The vista opened out to reveal a couple of Whitethroats singing and leaping in the air from a hedge of brambles. This was mating behaviour not the effect of the bramble thorns. Our old friends the Collared doves and Wood pigeons could hardly be heard as we approached the din of the rookery at the far end of the reserve whilst a Jay and a Corn bunting flew past. I am sure that we saw other species but I was enjoying the peace and very fresh air so much that I did not make any notes. Birds were not the only noise makers; the bark of the Muntjac deer sounded just like a dog. We smelt Fox and James caught a glimpse of one. On the way back to Louth we saw a Muntjac and Hares on the road as well as Rabbits.

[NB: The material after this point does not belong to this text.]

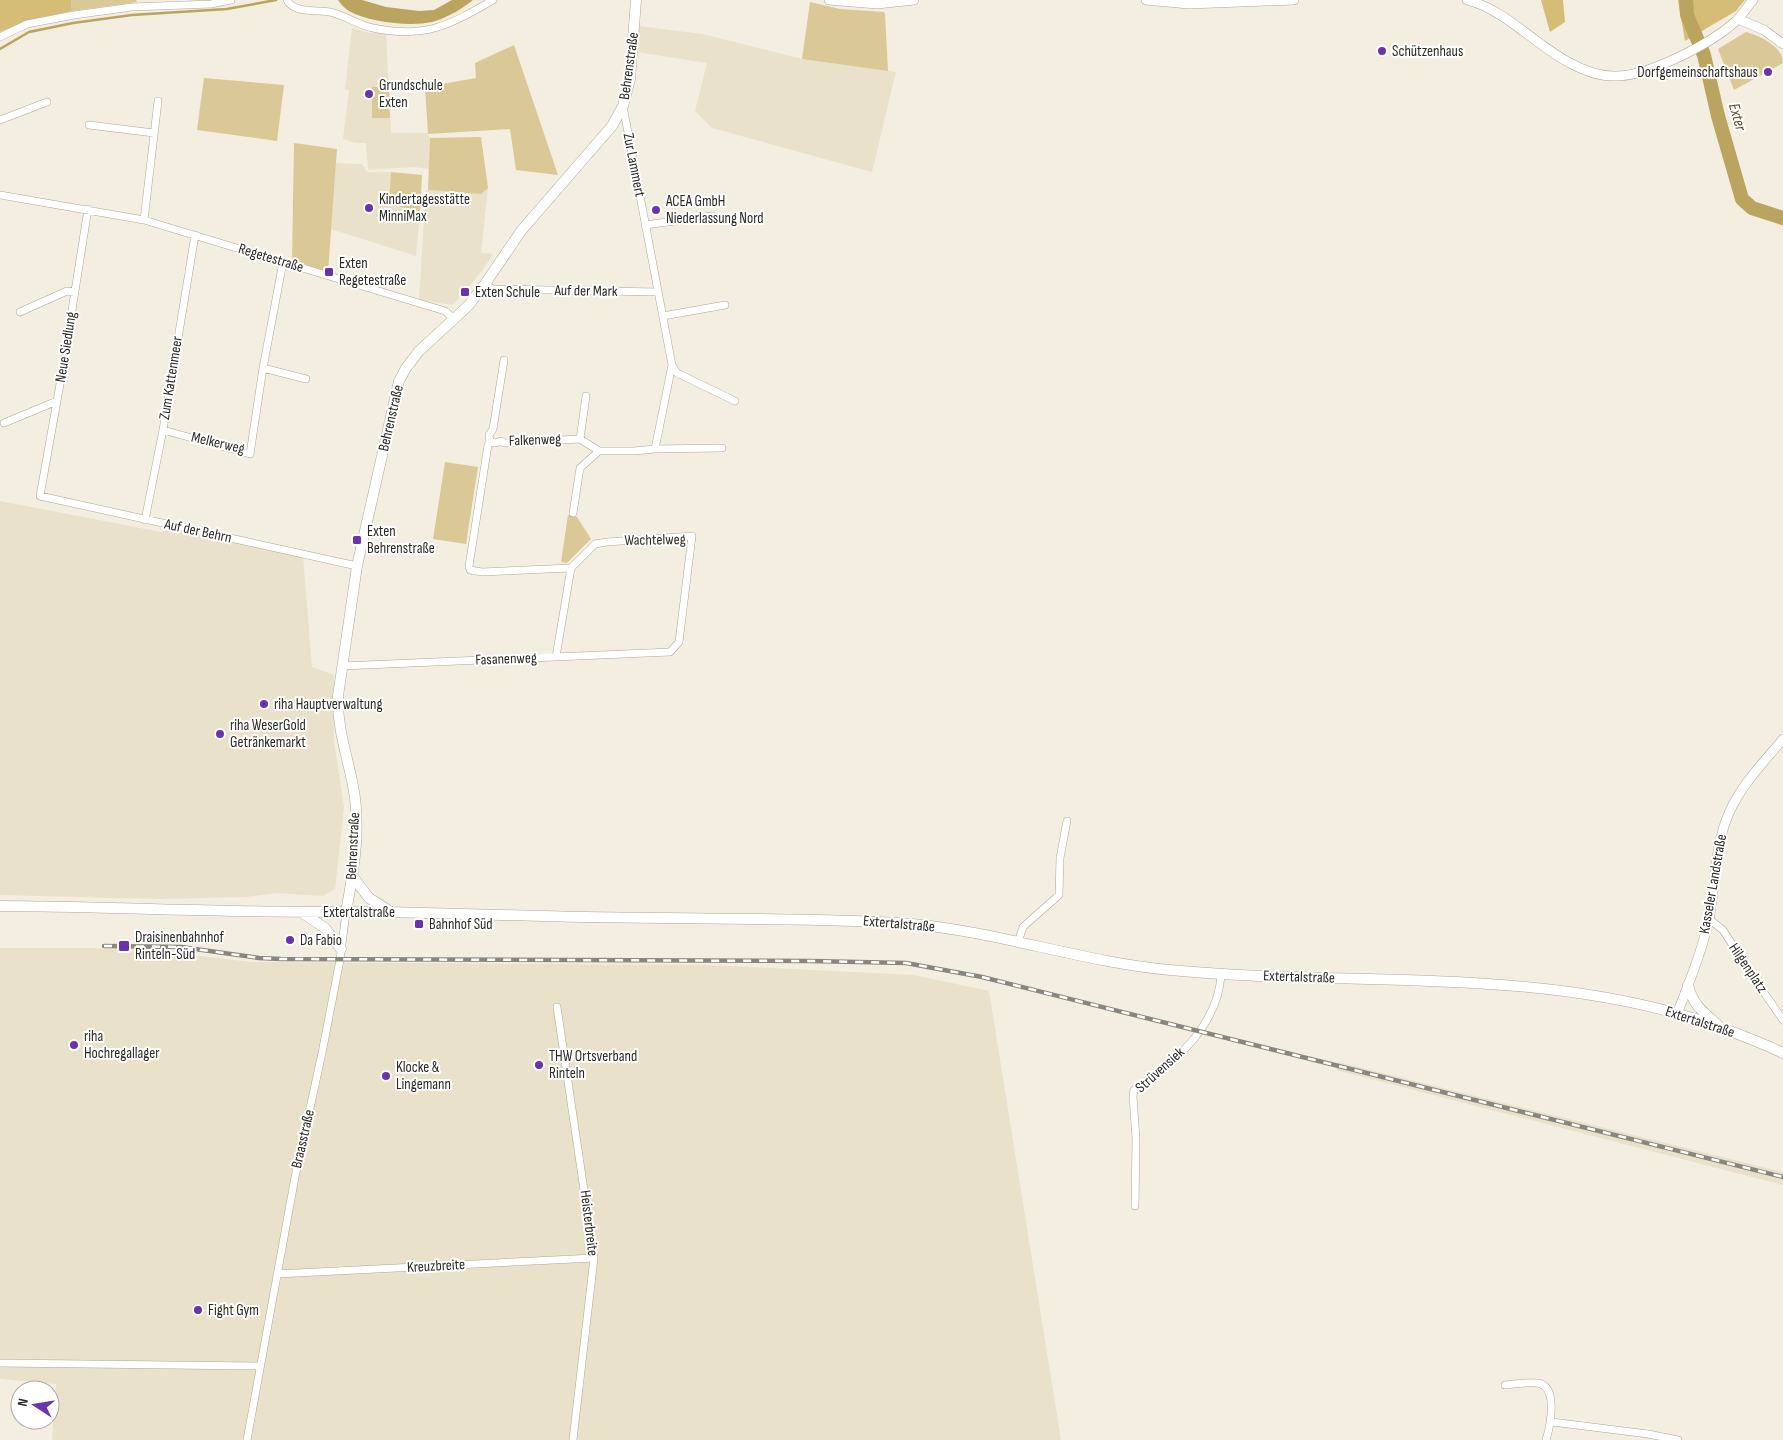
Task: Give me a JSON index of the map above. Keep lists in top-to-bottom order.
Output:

I have been on a few 'Dawn Chorus' outings and have never failed to enjoy myself. But part of me says why not go into the garden with a cup of tea in my hand or down by the Navigation at six o'clock in the morning when I know that I will hear Robins, Song thrushes and Blackbirds and perhaps Blackcaps whilst Blue tits, Great tits and Coal tits are active all day long. And if I were to stand quietly by the canal bank I would most likely see a Kingfisher.